Problem details
All lines in the data below carrying the string "grid" are to be located and copied.

Segment Start: Given records

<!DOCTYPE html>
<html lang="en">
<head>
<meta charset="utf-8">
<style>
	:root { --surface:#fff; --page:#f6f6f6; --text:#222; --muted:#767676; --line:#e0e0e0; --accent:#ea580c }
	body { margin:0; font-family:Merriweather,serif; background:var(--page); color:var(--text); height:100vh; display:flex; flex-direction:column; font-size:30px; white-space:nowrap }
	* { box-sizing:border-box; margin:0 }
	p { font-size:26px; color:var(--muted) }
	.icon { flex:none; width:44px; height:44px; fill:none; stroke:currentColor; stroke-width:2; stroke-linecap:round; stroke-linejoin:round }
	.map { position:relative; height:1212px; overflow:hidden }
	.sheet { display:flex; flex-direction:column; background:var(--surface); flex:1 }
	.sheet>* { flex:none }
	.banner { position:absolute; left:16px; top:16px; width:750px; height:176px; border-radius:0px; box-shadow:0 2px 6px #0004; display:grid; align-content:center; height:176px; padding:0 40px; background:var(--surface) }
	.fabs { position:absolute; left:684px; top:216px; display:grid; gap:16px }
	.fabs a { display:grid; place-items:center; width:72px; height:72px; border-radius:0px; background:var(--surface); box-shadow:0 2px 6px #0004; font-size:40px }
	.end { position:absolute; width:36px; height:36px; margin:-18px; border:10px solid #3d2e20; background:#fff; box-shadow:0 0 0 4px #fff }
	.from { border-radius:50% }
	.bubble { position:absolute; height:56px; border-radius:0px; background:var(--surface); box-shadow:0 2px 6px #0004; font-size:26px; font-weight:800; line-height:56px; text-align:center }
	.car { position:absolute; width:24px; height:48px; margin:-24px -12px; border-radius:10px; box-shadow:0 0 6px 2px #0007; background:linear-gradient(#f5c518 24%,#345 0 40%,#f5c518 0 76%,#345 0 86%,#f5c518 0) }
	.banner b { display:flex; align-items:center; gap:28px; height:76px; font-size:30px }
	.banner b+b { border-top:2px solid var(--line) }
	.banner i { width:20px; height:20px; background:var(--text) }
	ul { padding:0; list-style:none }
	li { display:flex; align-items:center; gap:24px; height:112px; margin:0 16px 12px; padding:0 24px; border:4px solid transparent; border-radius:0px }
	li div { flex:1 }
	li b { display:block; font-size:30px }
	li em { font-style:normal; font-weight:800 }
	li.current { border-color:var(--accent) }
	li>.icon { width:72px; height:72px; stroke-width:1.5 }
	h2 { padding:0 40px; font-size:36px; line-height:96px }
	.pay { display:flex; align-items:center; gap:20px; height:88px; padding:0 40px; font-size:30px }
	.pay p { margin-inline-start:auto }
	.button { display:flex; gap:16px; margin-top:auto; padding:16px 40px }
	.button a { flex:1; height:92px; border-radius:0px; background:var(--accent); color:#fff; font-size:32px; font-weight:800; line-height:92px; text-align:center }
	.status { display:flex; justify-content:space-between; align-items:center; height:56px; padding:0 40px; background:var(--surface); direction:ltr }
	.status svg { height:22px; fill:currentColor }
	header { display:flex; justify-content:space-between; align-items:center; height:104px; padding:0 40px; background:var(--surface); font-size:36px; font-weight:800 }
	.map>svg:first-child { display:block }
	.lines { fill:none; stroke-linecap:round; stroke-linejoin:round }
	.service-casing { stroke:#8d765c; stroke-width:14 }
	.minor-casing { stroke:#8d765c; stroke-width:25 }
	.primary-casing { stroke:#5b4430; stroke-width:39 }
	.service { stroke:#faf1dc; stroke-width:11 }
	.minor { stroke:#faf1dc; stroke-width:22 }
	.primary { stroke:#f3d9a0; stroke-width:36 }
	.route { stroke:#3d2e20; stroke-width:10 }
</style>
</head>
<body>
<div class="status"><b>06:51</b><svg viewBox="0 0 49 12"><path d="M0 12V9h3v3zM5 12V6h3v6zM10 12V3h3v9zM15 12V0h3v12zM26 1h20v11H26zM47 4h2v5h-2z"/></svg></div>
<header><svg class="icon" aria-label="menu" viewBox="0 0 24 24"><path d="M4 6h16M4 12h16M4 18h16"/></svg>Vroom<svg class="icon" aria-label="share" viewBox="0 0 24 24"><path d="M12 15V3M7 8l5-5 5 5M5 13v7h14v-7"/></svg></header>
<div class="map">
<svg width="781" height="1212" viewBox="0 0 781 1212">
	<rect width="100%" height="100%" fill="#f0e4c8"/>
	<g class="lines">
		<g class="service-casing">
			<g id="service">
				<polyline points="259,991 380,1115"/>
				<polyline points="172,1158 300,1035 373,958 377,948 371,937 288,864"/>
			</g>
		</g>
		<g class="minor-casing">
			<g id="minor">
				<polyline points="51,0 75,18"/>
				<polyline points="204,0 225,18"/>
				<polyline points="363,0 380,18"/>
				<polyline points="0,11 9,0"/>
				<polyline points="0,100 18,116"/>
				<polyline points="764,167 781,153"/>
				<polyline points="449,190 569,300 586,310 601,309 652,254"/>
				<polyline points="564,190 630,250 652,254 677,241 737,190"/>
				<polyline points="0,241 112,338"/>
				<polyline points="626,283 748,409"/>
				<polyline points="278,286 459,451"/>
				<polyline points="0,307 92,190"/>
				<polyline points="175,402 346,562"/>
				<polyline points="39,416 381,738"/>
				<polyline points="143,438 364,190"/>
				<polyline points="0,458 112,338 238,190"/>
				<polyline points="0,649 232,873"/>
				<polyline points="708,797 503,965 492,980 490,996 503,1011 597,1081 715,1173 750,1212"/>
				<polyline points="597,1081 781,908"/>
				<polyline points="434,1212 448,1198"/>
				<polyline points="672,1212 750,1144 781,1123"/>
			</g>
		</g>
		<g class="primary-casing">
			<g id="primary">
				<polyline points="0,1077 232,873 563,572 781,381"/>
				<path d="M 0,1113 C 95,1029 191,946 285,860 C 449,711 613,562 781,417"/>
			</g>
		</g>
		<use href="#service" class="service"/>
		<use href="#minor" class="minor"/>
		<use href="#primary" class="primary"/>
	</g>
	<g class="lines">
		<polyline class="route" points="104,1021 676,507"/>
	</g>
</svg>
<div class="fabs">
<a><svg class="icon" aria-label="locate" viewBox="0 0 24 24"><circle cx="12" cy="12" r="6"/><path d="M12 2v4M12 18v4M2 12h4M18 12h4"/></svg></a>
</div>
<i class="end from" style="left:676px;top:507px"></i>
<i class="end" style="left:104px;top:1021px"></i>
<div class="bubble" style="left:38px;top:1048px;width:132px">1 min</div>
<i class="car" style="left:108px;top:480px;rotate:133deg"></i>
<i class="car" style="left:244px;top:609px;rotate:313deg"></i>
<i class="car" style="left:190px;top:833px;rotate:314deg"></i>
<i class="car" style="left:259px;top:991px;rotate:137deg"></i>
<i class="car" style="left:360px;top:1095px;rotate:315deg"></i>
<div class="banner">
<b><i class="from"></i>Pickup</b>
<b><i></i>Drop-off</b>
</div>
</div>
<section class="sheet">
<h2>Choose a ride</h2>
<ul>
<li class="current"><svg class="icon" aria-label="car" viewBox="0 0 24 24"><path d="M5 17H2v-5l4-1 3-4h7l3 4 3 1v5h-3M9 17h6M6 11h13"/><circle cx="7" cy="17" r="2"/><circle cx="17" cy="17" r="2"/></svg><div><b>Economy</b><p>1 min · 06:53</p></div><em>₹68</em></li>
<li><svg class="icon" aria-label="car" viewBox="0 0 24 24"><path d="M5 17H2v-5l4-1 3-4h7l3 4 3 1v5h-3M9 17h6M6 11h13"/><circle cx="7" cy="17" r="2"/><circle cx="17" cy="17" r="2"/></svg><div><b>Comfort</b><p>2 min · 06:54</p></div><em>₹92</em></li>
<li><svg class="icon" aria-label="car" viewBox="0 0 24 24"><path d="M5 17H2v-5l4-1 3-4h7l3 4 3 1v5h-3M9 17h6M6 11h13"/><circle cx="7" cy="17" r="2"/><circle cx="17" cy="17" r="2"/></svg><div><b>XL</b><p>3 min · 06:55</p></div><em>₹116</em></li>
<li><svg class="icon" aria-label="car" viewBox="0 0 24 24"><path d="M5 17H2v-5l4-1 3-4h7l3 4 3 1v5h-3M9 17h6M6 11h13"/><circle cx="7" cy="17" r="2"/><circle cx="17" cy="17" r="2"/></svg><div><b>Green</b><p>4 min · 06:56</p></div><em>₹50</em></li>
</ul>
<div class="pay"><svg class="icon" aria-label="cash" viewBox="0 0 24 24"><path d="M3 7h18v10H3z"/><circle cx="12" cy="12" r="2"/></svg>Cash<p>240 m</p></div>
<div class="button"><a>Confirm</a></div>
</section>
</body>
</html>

Segment End: Given records

Response for this exercise
	.banner { position:absolute; left:16px; top:16px; width:750px; height:176px; border-radius:0px; box-shadow:0 2px 6px #0004; display:grid; align-content:center; height:176px; padding:0 40px; background:var(--surface) }
	.fabs { position:absolute; left:684px; top:216px; display:grid; gap:16px }
	.fabs a { display:grid; place-items:center; width:72px; height:72px; border-radius:0px; background:var(--surface); box-shadow:0 2px 6px #0004; font-size:40px }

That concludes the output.